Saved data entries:
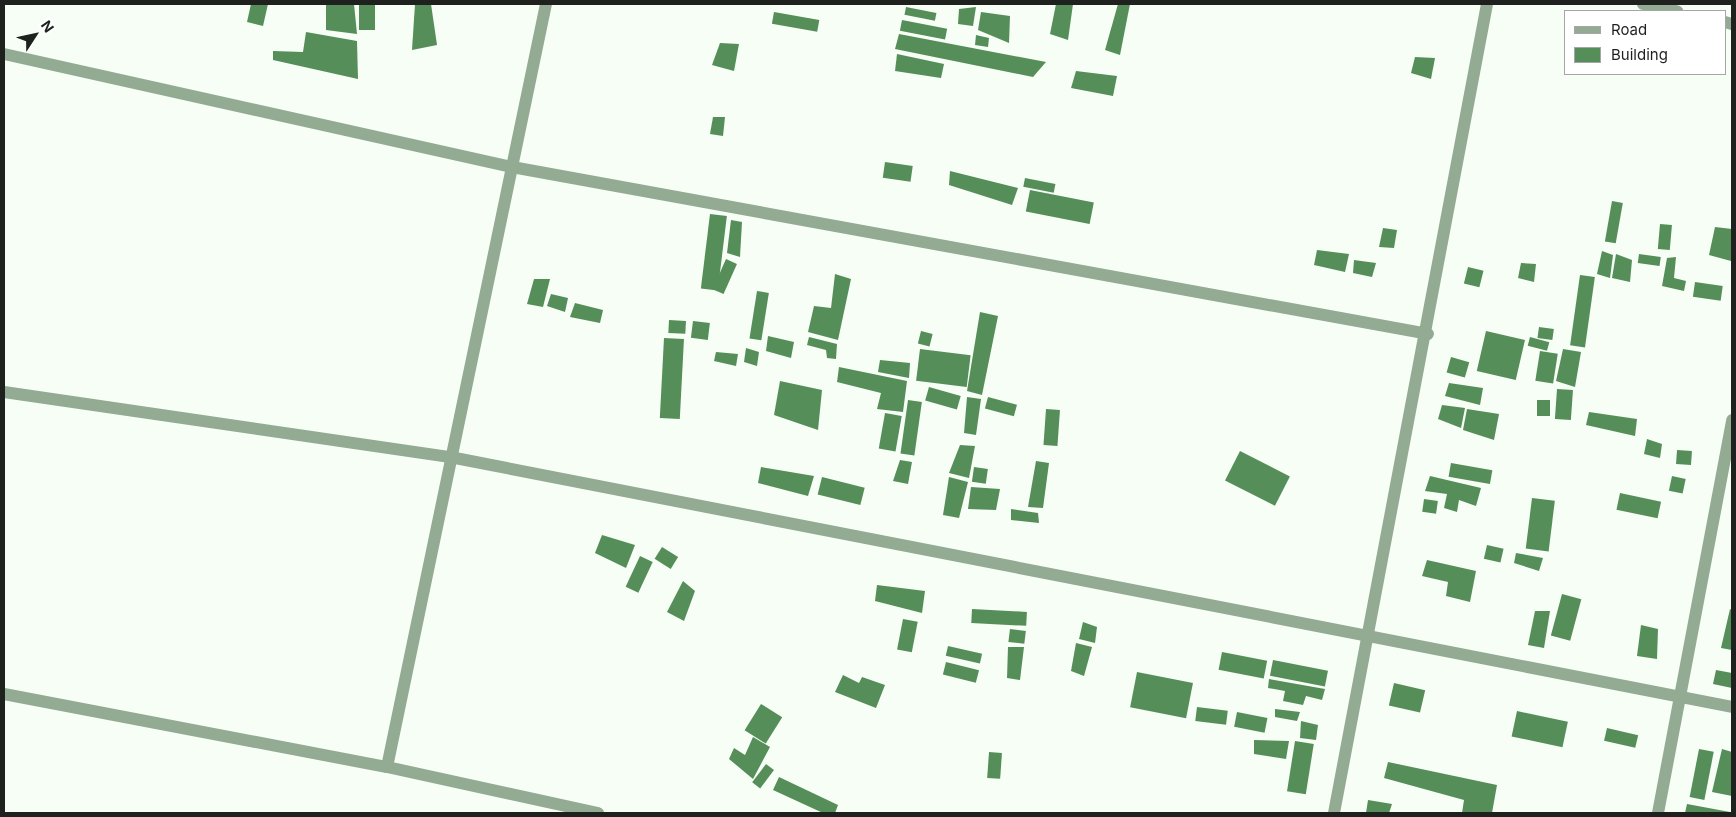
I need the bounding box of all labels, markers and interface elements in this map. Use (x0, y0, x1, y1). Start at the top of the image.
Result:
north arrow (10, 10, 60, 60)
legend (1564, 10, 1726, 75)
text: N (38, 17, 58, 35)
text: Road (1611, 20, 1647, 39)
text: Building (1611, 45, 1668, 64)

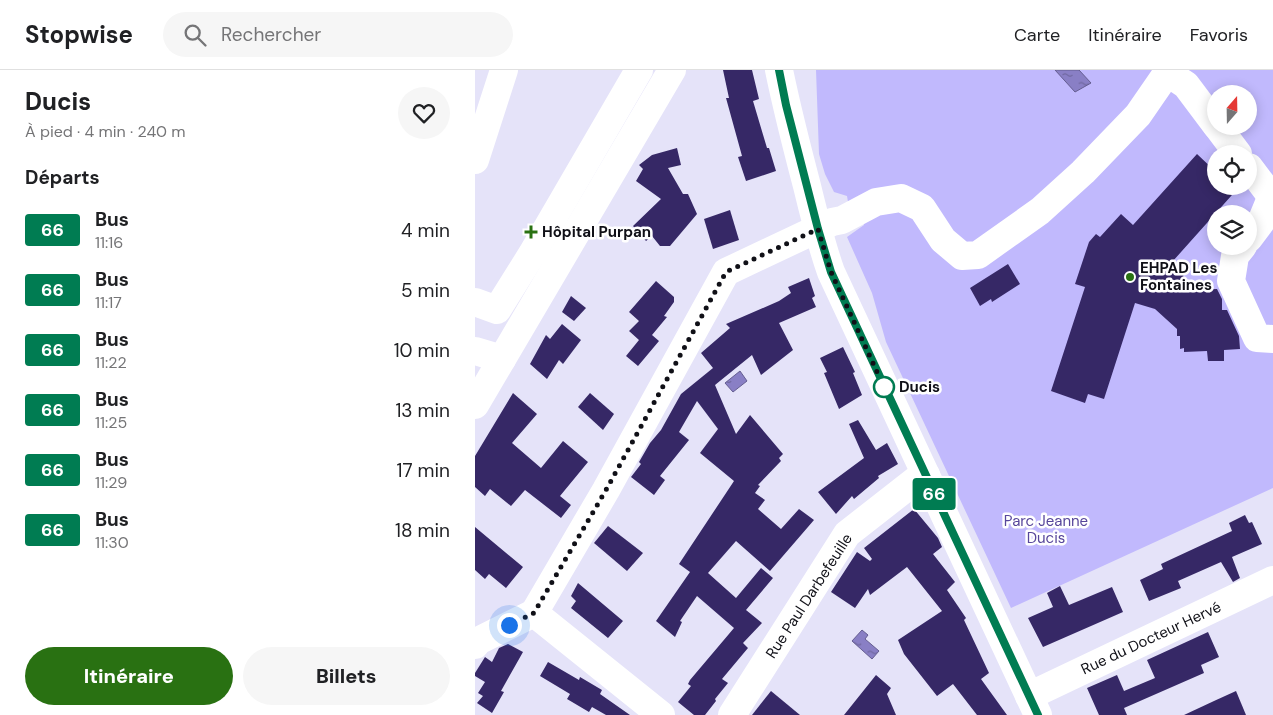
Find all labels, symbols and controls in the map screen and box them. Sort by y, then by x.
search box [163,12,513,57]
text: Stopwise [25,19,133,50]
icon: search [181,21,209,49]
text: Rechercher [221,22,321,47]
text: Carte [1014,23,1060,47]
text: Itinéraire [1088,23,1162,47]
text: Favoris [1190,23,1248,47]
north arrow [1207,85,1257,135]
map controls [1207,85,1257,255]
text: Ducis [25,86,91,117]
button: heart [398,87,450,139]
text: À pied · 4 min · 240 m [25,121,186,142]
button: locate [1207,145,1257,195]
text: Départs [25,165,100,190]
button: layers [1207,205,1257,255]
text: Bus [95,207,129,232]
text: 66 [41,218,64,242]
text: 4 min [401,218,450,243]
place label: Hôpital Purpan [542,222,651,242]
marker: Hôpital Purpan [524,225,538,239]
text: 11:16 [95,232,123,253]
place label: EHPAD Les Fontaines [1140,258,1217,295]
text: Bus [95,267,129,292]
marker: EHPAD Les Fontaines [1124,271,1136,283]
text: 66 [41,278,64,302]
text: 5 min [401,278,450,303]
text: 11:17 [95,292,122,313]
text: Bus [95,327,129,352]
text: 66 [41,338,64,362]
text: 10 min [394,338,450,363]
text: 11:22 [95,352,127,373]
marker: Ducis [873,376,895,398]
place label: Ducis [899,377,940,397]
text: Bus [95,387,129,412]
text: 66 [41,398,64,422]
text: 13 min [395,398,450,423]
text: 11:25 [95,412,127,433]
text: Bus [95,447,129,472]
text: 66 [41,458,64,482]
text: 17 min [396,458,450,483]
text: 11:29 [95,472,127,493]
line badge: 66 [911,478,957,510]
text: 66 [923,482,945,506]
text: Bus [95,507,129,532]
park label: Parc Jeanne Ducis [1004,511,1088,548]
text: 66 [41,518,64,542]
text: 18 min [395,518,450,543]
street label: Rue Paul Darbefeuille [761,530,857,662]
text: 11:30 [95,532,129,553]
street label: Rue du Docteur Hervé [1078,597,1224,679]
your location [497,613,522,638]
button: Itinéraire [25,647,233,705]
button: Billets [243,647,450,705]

### Problem to work on
Please tally the lines in the data above containing the string "Purpan", and give the number alone.

### Response to the task
2